Positional power derives from a particular office, rank or status within an organisational or cultural context. Churchwardens, Archdeacons, Head teachers, managers, and chairs of committees have positional power. In contrast, personal power derives from the ways in which leaders are perceived by followers as being knowledgeable, good examples, or competent. Martin Luther King, Mother Teresa and Nelson Mandela are examples of individuals who exercised personal power far beyond their position.
Given that Jesus held little positional power his authority was rooted in his person and identity. Power, and therefore authority, modelled on Christ, is necessarily cross shaped. Jesus, though in the form of God, did not consider equality with God as something to be grasped, but emptied himself to become human and humbled himself in obedience to death, even death on a cross. Therefore, God highly exalted him (Philippians 2.6–9).
It’s notable that it is only after his crucifixion and resurrection that Jesus declares: ‘All authority in heaven and on earth has been to me’ (Matthew 28.18). The one who has humbled himself, even to death on the cross has been exalted and given all authority in earth and heaven.
The one who has humbled himself, even to death on the cross has been exalted and given all authority in earth and heaven.
That authority, given to Jesus, has been given by Jesus to those whom he sends to make disciples. Matt 28.19 makes this clear with the use of the word ‘therefore’ explicitly linking the sending by Jesus with the authority of Jesus. Clearly those sent in this passage are ‘the eleven’ referred to in Matt 28.16. However, the church also sees itself as the subject of this passage. Their commissioning is our commissioning. We are sent just as they are sent. Jesus’s directive to make disciples is not limited to the first generation of Jesus’ followers but is thrown open to every generation.
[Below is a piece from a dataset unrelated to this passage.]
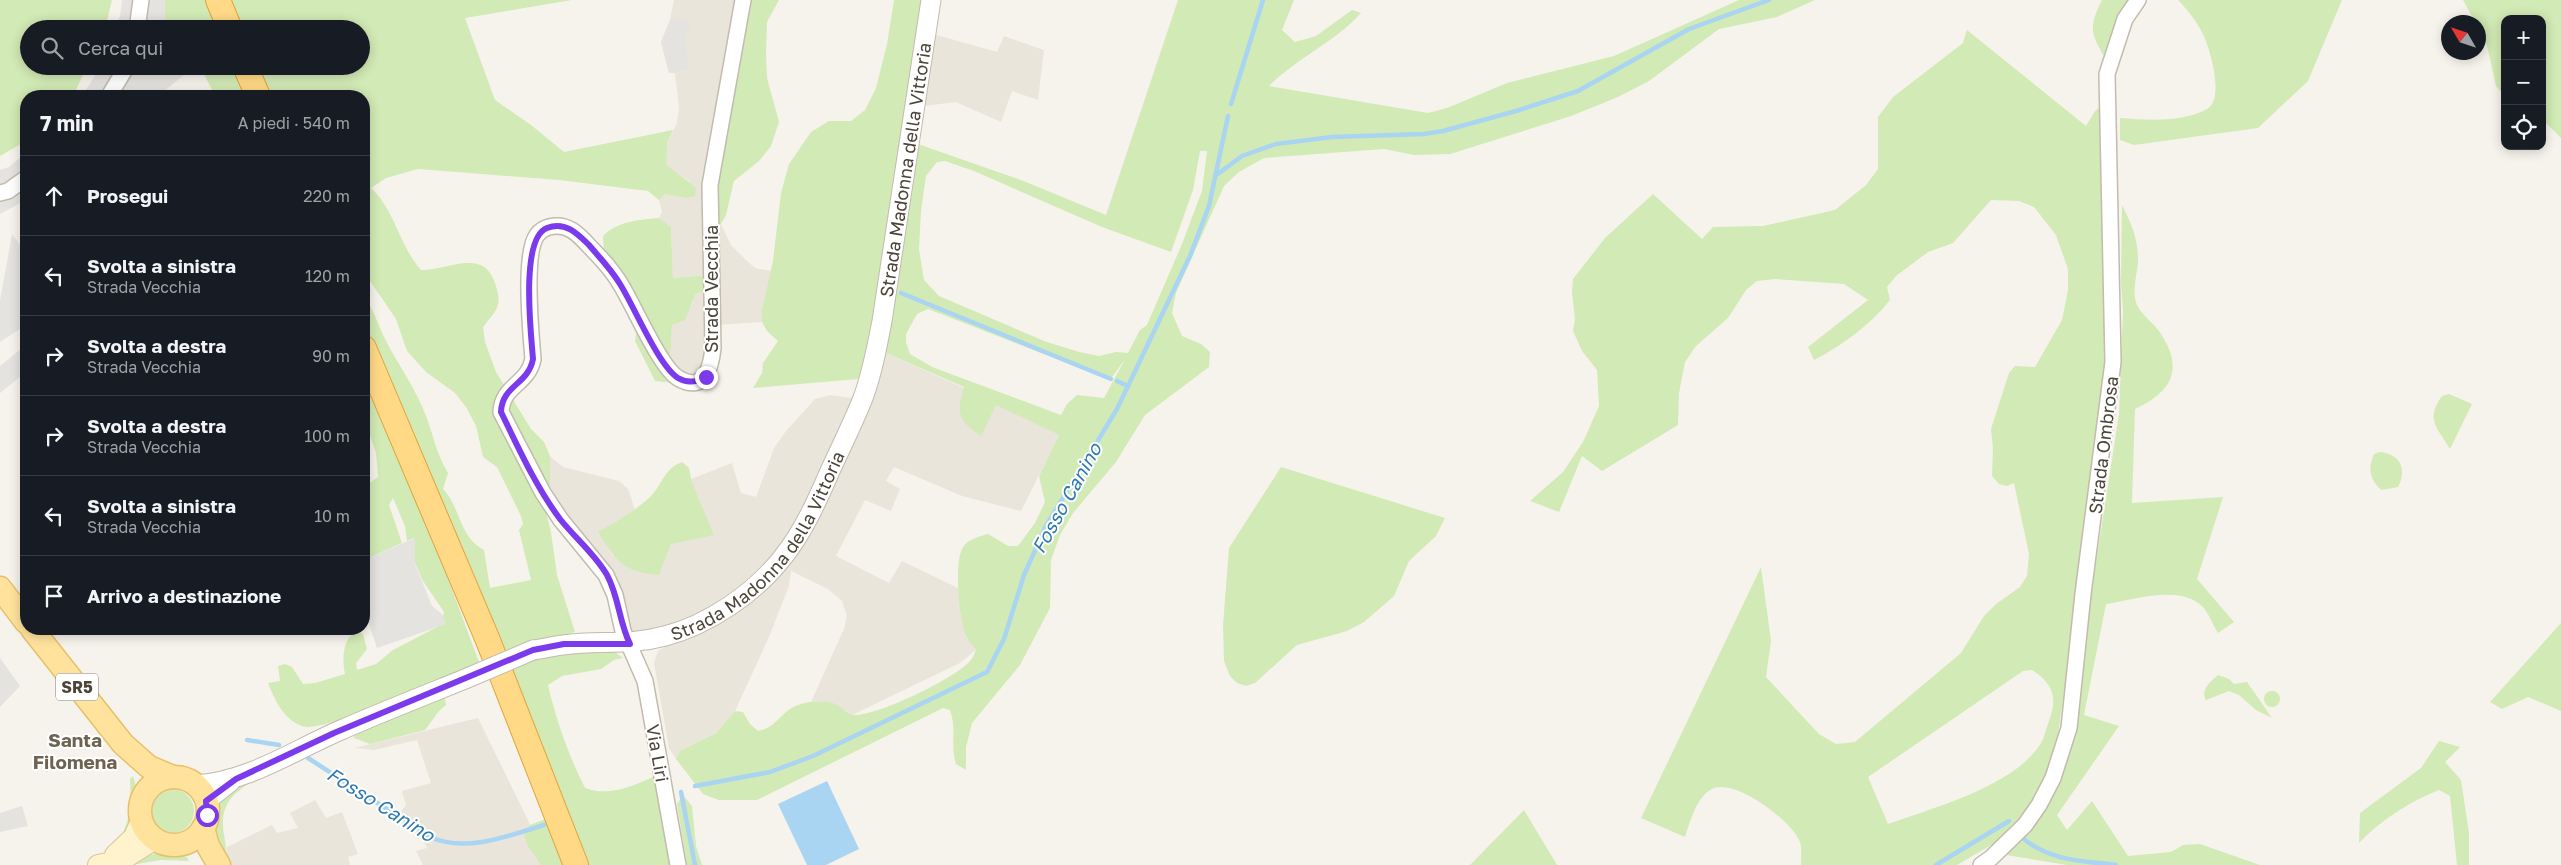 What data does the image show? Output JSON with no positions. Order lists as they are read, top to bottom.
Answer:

Making disciples is far more than sharing the gospel or evangelism; it is the hard work of sharing ourselves and something of what we have experienced in Christ. Authentic discipleship is modelled on our experience of Jesus, hence, the instruction to make disciples, teaching them to obey everything I have commanded you. Discipleship requires a critical triangulation between Jesus, those sent and those discipled. Paul describes that triangulation in subtly different language in 1 Corinthians 11.1: Be imitators of me as I imitate Christ.
However, that authority to make disciples has limited scope, we are to teach and to model only what Jesus commands. If the people we disciple don’t look like Jesus then we’re doing it wrong! Yet despite its limited scope the authority given by Jesus is of unlimited duration: I am with you always, even to the end of the age.
I am with you always, even to the end of the age.
Then the eleven disciples went to Galilee, to the mountain where Jesus had told them to go. When they saw him, they worshipped him; but some doubted. Then Jesus came to them and said, ‘All authority in heaven and on earth has been given to me. Therefore go and make disciples of all nations, baptising them in the name of the Father and of the Son and of the Holy Spirit, and teaching them to obey everything I have commanded you. And surely I am with you always, to the very end of the age.’
Over the past 6 weeks we've looked at Jesus' authority to give eternal life, to forgive, to teach, to make children of God and to judge. Calvin's article lists a few more areas in which he had authority too.
Which stand out the most for you? Which best represent your experience of Jesus?
Are there any which present a Jesus you don't yet know?
Authentic discipleship is modelled on our experience of Jesus, hence, the instruction to make disciples, teaching them to obey everything I have commanded you.
As we come to the end of 2017, will you take this challenge for your youth work in the next year? Commit to take some time over the next couple of weeks to reflect on your personal experience of Jesus and how you can invest in this so that your life becomes a model for the young people you're sharing life with.
Jesus ends his commission with the words " I am with you always, even to the end of the age" (Matthew 28:19)
Pray through your youth work in this context today. Where do you need to see Jesus? Where do you need to know that he is with you always?